Please work out how many lines in the entries below include the string "white", and reply with the number alone.
*** Opening of Supplied data ***
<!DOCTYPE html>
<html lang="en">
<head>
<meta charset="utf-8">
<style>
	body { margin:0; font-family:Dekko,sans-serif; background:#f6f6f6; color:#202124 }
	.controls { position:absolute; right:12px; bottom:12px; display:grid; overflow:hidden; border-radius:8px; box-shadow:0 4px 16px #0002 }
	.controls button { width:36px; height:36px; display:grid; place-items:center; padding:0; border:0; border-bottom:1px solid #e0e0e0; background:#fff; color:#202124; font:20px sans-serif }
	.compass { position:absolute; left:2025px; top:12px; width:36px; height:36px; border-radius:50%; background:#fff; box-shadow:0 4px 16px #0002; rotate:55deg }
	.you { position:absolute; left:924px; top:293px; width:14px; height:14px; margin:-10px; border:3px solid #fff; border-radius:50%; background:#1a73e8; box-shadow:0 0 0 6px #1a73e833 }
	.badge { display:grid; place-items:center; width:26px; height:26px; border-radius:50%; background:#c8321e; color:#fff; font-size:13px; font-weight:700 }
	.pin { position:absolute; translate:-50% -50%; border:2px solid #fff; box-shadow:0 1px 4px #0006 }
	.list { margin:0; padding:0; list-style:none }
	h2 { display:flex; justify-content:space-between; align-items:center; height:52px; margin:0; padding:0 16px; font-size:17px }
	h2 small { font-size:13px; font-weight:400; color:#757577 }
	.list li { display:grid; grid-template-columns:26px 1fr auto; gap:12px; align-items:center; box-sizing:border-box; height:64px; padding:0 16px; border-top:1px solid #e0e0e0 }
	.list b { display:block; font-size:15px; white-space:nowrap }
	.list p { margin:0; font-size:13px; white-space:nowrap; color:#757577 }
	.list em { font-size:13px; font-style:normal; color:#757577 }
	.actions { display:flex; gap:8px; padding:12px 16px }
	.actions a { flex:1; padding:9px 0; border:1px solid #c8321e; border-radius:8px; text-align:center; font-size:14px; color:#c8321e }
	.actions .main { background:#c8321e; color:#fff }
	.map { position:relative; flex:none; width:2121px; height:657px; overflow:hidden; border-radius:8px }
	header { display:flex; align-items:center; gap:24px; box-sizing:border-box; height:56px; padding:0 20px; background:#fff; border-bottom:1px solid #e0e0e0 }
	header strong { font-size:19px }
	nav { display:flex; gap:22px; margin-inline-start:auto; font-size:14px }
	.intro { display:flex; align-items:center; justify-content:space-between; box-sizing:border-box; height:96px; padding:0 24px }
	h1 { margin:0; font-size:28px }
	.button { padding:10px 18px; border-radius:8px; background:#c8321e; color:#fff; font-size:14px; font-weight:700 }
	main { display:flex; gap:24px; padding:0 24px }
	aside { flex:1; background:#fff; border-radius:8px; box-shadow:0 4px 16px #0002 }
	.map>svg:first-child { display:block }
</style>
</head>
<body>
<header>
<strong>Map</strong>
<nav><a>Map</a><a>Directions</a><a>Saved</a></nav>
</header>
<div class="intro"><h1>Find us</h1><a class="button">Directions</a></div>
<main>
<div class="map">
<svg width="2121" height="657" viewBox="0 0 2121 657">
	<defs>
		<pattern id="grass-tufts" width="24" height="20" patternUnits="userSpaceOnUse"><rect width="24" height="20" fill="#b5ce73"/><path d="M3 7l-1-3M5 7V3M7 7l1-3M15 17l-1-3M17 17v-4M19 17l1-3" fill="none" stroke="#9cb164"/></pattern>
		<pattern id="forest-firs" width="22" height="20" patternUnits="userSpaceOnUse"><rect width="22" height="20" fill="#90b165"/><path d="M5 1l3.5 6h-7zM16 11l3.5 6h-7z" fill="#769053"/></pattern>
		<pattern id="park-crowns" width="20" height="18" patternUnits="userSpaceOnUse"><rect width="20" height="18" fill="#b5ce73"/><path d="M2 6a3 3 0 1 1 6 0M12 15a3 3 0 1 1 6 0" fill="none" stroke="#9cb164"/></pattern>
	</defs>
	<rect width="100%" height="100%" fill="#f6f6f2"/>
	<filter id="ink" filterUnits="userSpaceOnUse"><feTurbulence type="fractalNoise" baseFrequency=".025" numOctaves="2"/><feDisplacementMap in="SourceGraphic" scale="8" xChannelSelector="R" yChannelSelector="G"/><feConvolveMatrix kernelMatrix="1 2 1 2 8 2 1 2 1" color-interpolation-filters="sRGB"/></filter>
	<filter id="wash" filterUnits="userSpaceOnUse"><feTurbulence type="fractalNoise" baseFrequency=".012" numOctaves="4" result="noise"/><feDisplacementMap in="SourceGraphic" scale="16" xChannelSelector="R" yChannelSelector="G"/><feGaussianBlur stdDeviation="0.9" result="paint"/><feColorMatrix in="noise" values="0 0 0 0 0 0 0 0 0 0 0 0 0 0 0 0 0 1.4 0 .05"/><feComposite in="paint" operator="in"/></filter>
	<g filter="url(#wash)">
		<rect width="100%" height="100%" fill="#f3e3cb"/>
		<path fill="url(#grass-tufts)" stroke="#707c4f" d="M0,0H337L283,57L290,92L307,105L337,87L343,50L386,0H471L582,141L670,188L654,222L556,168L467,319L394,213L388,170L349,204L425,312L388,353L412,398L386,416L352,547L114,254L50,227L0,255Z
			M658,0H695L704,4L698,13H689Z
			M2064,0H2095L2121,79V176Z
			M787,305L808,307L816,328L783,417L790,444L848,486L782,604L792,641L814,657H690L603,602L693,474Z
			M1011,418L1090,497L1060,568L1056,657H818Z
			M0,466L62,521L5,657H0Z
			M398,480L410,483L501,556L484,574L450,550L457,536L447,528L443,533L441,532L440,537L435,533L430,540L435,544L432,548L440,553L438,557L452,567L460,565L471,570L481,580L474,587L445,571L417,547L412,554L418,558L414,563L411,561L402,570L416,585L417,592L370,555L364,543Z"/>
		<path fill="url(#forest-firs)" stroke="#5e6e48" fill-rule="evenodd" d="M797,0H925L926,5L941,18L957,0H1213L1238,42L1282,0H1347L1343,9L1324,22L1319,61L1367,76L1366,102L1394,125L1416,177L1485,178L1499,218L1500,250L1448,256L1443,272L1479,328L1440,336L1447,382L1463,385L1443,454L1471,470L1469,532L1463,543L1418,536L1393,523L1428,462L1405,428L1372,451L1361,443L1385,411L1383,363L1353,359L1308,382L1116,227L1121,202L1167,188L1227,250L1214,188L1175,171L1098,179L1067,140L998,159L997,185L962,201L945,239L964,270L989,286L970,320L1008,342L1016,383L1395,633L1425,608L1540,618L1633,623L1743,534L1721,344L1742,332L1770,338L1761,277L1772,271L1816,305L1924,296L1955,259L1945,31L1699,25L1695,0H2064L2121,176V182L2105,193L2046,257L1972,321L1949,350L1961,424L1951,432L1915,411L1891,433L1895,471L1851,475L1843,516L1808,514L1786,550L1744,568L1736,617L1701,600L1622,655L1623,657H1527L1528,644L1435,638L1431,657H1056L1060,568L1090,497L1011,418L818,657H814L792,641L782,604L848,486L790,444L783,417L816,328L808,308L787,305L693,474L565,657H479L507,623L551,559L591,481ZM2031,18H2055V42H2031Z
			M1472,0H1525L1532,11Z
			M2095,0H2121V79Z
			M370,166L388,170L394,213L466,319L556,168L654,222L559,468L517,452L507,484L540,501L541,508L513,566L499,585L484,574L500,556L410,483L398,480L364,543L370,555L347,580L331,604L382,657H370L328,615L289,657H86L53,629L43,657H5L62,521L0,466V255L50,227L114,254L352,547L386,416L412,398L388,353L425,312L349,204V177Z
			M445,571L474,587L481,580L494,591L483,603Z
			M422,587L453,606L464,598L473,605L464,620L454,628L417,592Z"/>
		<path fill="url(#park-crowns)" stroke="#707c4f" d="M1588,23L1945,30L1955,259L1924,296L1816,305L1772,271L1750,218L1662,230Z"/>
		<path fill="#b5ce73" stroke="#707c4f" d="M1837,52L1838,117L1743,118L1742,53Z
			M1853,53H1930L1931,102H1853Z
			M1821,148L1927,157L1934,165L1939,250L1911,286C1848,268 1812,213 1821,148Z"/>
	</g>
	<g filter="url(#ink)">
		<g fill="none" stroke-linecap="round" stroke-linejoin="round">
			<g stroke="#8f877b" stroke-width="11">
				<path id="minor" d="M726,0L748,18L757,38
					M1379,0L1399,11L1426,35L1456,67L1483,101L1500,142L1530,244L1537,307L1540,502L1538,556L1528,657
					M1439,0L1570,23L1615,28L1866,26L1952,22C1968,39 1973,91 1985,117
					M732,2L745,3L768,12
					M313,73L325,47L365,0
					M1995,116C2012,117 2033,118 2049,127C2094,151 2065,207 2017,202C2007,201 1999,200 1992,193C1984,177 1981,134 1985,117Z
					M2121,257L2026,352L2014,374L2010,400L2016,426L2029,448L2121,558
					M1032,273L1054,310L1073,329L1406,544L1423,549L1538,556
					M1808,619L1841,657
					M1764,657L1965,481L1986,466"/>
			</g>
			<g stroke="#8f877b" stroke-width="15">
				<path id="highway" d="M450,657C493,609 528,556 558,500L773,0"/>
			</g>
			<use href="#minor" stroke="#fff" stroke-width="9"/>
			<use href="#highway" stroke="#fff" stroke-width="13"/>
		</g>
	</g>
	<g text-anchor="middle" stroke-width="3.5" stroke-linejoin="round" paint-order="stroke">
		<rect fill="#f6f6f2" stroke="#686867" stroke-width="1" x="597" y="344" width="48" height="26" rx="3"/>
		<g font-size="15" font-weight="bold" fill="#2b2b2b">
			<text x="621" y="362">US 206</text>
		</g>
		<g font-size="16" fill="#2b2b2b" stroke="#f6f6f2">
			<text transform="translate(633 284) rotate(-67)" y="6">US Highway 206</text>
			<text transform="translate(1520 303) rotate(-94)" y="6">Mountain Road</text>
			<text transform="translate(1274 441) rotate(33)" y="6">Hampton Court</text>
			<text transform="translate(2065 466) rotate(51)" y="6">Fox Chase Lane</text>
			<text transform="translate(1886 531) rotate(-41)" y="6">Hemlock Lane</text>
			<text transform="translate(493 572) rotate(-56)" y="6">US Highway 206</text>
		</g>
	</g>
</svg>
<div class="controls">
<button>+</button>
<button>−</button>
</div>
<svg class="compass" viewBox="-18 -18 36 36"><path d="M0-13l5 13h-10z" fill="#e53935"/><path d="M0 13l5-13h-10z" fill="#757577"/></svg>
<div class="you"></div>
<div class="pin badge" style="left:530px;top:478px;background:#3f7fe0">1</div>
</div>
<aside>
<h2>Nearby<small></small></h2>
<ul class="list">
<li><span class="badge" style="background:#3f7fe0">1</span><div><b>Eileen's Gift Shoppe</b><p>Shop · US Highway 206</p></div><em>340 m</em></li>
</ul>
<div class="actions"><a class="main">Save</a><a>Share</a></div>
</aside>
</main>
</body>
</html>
*** Close of Supplied data ***
**The completed task**
2